• [Exercise description]: Of all the lines in the entries below, give again exactly those starting at the line containing "4l9 5-9 5-9-5zM3" and ending at the line containing "min · 19:57</p></div><em>¥664</em></li>", both ends included, and no others.

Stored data
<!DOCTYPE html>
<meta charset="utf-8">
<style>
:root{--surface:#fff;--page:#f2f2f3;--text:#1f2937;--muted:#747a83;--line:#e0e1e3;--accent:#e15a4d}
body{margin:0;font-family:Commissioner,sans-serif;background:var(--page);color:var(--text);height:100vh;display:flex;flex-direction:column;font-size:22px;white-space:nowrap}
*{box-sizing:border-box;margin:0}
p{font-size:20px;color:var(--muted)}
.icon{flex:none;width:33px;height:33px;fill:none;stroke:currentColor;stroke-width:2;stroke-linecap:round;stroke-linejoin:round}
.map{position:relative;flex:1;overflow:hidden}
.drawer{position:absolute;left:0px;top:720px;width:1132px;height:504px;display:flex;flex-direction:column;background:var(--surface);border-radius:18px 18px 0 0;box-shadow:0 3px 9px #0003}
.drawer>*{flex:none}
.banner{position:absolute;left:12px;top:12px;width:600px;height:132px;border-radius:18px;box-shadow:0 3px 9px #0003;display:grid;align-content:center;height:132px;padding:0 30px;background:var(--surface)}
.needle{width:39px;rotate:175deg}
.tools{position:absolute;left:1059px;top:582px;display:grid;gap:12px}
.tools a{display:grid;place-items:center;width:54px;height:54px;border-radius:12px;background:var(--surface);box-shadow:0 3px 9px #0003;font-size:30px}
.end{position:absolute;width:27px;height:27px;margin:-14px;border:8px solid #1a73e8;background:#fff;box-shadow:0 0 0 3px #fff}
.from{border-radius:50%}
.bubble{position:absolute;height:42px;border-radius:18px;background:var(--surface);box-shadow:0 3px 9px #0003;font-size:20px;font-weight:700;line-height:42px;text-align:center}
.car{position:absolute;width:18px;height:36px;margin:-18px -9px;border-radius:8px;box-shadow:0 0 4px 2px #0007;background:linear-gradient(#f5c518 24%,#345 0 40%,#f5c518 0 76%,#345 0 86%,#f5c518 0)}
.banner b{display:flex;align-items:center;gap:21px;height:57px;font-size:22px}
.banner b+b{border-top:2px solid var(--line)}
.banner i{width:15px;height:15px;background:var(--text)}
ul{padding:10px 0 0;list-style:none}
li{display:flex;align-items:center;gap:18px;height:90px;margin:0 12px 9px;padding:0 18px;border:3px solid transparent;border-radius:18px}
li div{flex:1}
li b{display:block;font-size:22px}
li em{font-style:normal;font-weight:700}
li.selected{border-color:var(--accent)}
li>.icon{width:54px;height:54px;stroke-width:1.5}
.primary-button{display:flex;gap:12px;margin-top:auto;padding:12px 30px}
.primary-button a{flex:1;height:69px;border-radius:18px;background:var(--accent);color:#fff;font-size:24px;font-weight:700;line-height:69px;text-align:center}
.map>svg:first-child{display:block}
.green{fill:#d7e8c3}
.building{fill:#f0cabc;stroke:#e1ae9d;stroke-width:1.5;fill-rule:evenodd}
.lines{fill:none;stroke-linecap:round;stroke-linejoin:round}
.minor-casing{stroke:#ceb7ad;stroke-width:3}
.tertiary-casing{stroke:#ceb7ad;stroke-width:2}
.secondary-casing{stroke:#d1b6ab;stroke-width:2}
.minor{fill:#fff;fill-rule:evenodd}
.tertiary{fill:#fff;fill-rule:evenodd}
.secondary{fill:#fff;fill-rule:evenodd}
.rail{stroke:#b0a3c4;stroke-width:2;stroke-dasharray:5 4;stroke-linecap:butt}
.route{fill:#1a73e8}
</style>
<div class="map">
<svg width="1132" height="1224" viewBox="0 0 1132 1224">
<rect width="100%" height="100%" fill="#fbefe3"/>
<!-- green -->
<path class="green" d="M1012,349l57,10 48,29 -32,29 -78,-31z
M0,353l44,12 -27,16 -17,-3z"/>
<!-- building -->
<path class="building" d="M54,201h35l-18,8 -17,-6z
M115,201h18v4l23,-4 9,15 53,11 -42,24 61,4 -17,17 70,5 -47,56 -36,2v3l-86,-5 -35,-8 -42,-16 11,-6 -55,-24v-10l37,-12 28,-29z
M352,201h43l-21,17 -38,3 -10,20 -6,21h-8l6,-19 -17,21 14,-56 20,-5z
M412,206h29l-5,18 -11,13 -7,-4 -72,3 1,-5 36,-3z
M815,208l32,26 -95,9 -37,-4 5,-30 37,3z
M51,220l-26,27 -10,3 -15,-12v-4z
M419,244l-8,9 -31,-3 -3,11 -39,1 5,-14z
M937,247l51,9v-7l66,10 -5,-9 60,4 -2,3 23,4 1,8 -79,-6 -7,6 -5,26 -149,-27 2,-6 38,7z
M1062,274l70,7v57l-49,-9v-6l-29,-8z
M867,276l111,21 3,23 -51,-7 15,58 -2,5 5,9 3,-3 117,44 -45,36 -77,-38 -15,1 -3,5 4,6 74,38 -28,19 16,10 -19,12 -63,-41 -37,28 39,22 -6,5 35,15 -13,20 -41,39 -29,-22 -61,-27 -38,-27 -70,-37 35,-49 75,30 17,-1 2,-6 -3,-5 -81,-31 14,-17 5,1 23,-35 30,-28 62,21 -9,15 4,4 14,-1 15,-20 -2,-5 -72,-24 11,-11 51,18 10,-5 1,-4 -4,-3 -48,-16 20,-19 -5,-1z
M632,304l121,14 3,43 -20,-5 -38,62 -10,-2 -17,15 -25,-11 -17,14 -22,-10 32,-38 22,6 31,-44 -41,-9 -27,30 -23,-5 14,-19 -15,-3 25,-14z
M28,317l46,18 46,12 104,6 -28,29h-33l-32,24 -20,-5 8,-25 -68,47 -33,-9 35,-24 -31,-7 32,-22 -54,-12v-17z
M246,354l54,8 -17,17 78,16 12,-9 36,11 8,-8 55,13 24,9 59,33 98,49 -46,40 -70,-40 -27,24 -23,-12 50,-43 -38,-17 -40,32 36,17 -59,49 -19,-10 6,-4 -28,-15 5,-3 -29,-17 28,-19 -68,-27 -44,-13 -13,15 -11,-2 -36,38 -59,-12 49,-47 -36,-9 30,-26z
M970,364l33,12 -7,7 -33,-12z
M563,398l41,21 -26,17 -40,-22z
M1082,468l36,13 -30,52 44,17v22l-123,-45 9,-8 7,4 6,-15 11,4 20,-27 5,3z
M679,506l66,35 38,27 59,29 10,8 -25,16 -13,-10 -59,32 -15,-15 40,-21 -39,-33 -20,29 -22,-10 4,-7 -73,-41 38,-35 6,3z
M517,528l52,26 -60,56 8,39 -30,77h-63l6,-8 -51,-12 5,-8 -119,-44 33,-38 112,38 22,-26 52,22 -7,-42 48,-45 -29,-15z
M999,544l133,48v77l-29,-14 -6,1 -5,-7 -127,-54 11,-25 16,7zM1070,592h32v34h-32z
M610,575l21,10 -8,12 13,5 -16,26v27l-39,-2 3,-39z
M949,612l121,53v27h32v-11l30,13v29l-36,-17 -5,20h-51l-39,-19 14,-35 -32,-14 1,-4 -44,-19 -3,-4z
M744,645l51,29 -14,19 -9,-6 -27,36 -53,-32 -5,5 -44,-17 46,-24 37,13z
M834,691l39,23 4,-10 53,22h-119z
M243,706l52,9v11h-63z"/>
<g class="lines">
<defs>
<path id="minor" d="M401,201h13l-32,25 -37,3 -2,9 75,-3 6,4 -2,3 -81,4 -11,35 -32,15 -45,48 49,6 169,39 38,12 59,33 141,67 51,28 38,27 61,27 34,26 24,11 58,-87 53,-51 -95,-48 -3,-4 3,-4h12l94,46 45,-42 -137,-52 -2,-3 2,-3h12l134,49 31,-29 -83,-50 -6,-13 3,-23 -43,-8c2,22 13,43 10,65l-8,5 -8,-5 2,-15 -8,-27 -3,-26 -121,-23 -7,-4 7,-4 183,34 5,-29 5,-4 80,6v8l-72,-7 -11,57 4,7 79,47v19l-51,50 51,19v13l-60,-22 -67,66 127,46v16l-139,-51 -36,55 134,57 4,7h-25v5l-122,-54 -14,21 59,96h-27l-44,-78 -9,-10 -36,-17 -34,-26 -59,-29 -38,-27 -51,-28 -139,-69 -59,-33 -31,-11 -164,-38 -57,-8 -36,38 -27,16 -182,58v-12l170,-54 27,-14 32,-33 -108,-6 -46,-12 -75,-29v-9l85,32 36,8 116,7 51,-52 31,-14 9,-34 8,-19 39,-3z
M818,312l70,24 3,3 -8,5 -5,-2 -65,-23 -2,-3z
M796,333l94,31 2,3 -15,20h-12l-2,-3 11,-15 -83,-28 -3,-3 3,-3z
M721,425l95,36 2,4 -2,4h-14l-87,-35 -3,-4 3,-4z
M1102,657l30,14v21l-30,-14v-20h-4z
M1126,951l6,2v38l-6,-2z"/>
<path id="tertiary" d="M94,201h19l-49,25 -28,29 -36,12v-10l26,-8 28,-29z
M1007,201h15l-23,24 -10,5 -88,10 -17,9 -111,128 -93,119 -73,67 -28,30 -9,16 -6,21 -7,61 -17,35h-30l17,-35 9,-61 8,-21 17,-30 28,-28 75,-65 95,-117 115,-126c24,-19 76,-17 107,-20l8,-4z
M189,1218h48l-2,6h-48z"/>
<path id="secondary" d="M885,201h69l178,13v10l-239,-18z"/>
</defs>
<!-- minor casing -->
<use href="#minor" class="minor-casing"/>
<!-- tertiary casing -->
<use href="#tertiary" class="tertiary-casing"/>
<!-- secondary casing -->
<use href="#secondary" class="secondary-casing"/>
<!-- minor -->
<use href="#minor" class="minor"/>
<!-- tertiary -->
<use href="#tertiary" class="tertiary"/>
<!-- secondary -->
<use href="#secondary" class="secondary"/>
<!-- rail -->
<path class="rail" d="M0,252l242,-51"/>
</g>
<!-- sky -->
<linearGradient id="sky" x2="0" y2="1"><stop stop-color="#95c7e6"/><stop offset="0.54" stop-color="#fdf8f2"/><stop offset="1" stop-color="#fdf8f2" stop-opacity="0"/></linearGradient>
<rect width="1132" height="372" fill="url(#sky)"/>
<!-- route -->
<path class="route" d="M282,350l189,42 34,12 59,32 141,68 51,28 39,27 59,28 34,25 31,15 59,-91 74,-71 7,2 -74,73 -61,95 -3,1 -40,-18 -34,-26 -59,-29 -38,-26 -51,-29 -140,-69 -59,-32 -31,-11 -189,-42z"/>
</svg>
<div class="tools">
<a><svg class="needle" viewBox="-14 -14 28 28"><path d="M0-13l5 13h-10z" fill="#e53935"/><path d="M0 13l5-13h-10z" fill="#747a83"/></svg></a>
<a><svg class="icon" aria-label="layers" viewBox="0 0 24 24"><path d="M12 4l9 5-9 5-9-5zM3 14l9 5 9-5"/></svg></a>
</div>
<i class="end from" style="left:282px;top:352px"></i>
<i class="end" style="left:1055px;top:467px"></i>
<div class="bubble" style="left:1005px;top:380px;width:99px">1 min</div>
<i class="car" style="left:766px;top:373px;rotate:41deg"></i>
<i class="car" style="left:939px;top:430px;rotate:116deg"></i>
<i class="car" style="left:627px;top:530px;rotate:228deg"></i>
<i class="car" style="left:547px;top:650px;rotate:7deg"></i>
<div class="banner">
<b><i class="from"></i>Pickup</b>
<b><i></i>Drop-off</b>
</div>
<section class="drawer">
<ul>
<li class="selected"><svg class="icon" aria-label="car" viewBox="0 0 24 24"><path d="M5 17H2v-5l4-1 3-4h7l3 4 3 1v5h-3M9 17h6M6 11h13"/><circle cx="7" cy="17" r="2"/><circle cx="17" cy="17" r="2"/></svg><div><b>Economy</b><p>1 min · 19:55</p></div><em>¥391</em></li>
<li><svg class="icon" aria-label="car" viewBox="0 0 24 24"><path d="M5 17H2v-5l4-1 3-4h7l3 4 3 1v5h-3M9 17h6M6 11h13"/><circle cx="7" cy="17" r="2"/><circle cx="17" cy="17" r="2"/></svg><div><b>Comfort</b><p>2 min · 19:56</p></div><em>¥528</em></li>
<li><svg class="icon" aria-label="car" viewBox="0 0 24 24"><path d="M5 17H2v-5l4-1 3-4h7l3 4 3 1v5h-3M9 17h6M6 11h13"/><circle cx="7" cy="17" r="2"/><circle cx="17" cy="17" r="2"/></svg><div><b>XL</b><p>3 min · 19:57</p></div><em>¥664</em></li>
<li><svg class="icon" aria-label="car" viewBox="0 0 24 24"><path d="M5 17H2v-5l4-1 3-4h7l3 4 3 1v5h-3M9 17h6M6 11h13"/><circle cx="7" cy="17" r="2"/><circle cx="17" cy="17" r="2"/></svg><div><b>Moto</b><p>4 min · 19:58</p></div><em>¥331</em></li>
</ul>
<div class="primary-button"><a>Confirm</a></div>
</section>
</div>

• [Solution to this task]:
<a><svg class="icon" aria-label="layers" viewBox="0 0 24 24"><path d="M12 4l9 5-9 5-9-5zM3 14l9 5 9-5"/></svg></a>
</div>
<i class="end from" style="left:282px;top:352px"></i>
<i class="end" style="left:1055px;top:467px"></i>
<div class="bubble" style="left:1005px;top:380px;width:99px">1 min</div>
<i class="car" style="left:766px;top:373px;rotate:41deg"></i>
<i class="car" style="left:939px;top:430px;rotate:116deg"></i>
<i class="car" style="left:627px;top:530px;rotate:228deg"></i>
<i class="car" style="left:547px;top:650px;rotate:7deg"></i>
<div class="banner">
<b><i class="from"></i>Pickup</b>
<b><i></i>Drop-off</b>
</div>
<section class="drawer">
<ul>
<li class="selected"><svg class="icon" aria-label="car" viewBox="0 0 24 24"><path d="M5 17H2v-5l4-1 3-4h7l3 4 3 1v5h-3M9 17h6M6 11h13"/><circle cx="7" cy="17" r="2"/><circle cx="17" cy="17" r="2"/></svg><div><b>Economy</b><p>1 min · 19:55</p></div><em>¥391</em></li>
<li><svg class="icon" aria-label="car" viewBox="0 0 24 24"><path d="M5 17H2v-5l4-1 3-4h7l3 4 3 1v5h-3M9 17h6M6 11h13"/><circle cx="7" cy="17" r="2"/><circle cx="17" cy="17" r="2"/></svg><div><b>Comfort</b><p>2 min · 19:56</p></div><em>¥528</em></li>
<li><svg class="icon" aria-label="car" viewBox="0 0 24 24"><path d="M5 17H2v-5l4-1 3-4h7l3 4 3 1v5h-3M9 17h6M6 11h13"/><circle cx="7" cy="17" r="2"/><circle cx="17" cy="17" r="2"/></svg><div><b>XL</b><p>3 min · 19:57</p></div><em>¥664</em></li>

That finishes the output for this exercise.